Naturally I'm not the only one out there who pondered such obscure things as the etymology of the phrase, "raring to go."  In my Internet search, I came across another blogger's posting regarding this most fascinating topic, "Etymology On the Go" by The Fryside.  He beat me by about four years.

I thought I'd go into more excruciating detail, though.

While most websites indicate that "raring" originated in the 1920s, the Oxford English Dictionary (site requires a subscription) provides an example of the use of "raring" as in "wild, angry; excited, spirited," dating back as far as 1845, in the American Whig Review (November issue, page 516), which I found online via Cornell University Library's Making of America site.  The American Whig Review was a "Whig journal of politics, literature, art, and science" per the Making of America site.

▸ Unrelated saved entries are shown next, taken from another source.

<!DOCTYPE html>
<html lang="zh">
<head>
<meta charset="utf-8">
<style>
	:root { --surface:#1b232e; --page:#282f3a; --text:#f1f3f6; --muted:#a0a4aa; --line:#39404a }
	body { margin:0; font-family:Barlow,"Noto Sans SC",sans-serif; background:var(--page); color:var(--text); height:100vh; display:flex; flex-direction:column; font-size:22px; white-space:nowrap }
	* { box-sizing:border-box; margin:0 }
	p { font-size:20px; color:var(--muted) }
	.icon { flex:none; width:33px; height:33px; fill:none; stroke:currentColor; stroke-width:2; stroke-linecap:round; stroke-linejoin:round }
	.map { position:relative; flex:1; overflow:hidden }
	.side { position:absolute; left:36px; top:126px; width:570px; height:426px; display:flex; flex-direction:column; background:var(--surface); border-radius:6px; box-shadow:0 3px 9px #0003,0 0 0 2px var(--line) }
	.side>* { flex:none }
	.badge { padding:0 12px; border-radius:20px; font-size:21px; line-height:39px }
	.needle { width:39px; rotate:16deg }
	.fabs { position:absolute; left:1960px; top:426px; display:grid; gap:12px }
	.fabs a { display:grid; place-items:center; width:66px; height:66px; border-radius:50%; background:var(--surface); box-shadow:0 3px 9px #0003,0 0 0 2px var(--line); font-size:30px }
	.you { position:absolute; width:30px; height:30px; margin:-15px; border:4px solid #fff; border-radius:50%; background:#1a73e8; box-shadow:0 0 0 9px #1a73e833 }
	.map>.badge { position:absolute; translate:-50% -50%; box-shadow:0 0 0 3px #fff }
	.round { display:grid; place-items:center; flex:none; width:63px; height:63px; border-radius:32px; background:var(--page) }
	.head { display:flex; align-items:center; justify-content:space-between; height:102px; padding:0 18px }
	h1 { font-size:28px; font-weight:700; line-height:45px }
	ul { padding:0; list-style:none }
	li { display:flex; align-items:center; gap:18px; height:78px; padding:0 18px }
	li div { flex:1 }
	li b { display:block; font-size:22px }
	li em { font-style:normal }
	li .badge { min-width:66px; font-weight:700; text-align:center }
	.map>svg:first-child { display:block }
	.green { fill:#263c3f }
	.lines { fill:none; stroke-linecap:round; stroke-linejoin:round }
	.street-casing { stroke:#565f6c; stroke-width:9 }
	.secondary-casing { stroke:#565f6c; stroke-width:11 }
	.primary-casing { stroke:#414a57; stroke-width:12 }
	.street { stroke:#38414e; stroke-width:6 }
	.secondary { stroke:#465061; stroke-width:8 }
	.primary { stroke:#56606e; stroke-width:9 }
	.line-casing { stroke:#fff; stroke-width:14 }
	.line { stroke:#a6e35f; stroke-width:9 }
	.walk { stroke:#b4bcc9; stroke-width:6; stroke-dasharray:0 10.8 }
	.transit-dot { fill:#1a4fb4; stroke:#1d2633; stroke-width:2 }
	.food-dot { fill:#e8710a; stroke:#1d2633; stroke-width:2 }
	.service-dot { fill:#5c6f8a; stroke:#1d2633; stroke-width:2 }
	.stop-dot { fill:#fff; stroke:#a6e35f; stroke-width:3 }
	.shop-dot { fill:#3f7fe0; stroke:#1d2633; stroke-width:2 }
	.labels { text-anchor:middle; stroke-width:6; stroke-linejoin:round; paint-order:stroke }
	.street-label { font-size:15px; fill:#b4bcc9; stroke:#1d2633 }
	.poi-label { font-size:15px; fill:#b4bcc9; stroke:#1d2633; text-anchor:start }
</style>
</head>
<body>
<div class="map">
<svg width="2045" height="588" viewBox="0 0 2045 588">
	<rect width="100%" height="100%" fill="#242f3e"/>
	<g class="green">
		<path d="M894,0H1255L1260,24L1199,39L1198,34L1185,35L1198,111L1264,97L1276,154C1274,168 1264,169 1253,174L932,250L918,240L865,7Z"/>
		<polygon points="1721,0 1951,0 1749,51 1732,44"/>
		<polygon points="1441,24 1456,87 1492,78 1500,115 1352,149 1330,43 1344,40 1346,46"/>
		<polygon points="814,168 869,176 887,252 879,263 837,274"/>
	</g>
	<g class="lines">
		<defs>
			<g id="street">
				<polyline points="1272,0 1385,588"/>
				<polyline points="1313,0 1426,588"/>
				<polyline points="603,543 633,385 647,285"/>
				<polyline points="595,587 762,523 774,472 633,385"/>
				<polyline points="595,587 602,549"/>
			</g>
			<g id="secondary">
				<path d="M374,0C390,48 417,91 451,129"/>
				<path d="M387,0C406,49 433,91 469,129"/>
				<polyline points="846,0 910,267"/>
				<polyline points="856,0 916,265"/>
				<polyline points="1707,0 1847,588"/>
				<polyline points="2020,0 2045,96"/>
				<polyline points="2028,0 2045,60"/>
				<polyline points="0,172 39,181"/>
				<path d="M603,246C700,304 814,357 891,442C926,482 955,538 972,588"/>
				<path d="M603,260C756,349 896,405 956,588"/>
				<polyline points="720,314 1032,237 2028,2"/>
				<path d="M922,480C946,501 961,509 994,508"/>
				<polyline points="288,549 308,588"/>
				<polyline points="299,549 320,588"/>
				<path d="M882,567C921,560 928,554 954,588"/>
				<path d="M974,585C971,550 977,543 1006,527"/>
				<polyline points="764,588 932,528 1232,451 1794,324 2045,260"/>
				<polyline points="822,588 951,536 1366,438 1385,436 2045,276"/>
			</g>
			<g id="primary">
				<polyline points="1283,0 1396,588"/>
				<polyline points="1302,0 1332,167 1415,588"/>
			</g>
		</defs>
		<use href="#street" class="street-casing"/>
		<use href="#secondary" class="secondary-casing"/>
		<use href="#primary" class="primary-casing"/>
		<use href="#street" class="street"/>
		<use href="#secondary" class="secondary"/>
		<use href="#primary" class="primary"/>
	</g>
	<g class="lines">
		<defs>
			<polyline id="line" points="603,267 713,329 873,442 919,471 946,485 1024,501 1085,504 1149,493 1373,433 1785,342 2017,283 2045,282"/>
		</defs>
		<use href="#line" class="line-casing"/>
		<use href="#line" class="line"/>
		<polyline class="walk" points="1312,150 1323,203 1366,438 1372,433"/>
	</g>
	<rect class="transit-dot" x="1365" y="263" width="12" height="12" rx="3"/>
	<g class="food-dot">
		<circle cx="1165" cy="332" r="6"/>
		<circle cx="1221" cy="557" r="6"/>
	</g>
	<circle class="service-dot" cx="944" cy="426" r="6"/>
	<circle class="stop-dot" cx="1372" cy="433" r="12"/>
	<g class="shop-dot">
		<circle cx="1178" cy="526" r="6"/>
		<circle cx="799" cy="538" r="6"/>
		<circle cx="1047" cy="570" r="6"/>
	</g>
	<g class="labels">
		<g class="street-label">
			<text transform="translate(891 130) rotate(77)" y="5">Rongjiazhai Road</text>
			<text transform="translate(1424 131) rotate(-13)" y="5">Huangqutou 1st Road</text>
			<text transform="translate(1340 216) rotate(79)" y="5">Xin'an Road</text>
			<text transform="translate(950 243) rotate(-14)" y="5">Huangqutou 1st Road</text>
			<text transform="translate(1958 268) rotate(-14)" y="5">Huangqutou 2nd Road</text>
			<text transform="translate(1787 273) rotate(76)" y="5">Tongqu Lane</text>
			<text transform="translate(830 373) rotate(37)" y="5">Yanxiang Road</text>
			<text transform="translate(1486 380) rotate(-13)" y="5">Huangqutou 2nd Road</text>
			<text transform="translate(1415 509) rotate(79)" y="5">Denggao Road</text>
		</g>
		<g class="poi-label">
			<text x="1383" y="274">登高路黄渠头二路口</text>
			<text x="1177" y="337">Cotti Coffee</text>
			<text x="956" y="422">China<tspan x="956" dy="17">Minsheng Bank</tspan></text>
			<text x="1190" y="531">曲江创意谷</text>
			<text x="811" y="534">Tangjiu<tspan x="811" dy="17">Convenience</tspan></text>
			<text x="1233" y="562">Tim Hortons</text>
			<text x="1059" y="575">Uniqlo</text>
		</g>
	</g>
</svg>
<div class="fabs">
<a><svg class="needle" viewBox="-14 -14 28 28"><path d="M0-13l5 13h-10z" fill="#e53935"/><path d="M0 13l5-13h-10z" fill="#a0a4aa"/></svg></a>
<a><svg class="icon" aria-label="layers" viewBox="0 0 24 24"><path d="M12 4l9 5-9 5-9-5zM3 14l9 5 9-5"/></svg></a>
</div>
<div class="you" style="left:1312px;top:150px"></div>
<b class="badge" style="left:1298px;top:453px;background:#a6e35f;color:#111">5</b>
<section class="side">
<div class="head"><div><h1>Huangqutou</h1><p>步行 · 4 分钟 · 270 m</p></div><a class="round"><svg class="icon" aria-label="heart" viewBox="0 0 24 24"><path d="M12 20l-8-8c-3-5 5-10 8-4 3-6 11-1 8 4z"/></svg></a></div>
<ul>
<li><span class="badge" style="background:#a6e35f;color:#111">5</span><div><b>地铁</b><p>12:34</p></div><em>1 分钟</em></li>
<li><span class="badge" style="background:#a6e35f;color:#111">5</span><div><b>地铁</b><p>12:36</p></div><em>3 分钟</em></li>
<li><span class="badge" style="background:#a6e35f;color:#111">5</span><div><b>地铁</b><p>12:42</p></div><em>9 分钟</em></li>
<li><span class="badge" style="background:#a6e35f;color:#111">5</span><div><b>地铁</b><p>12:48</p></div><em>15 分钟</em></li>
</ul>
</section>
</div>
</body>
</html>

The quote is from an article titled, "Adventures on the Frontier of Texas and Mexico," by Charles Winterfield.  The text is actually pretty offensive by current standards, about beating up a woman and including racial slurs.  The text is meant to be amusing (I think).  Here's some excerpts:

“What do you mean, you scamp, by his woman wanting to steal his things!” said I – a good deal amused by this cute fashion of getting out of a scrape.

“Lor! ain’t you hearn yit?  Why, he went and tuck her by the hair and dragged her out’en her old dad’s house, and he wooled her, and he… [more descriptions of beating]… May-be he warn’t in a rarin [my italics] tarin tantrum and all just because the [offensive descriptions of the woman] got scairt and swom ‘cross the river when the Injuns comed!..."
For "raring" as in "eager, keen, fully ready to do something", like "raring to go", the Oxford English Dictionary provides a quote from B.M. Bower's Cabin Fever, a Western, published in 1918, and available on Project Gutenberg's site.

Feet came hurrying. Two voices mumbled together. "Here he is," said one. "That's the number I gave him." Bud felt some one step hurriedly upon the running board. The tonneau door was yanked open. A man puffed audibly behind him. "Yuh ready?" Foster's voice hissed in Bud's ear.
"R'aring to go [my italics]." Bud heard the second man get in and shut the door, and he jerked the gear lever into low. His foot came gently back with the clutch, and the car slid out and away.

Interesting that an apostrophe is inserted in "r'aring to go"... dropping the "o" in "roaring to go".

Bower apparently wrote some 57 Westerns in all from 1904 to 1941.  Wikipedia has a brief description of her.

Tuesday, September 11, 2012

an unexciting post

Yeah, this one's anticlimatic at best, a brief review of a lecture series I just finished listening to.  Apologies to The Great Courses and Professor Brooks Landon because, though this post isn't about Nigel, I really enjoyed Landon's "Building Great Sentences: Exploring the Writer's Craft", produced by The Great Courses / The Teaching Company.

Landon brings into question the popular notion that sentences should be as short as possible, instead suggesting that long sentences can be the vehicle for creating a more exact as well as nuanced expression of the writer's mind.  He goes into detail about what elements make long sentences bad - and give them a bad name, and then goes into even more detail about elements that can make long sentences work in a way that short sentences simply can't.

He reminded me that there is a true art and craft to writing well - though what that means can be subjective - and, hack writer that I am, even I can aspire to write better.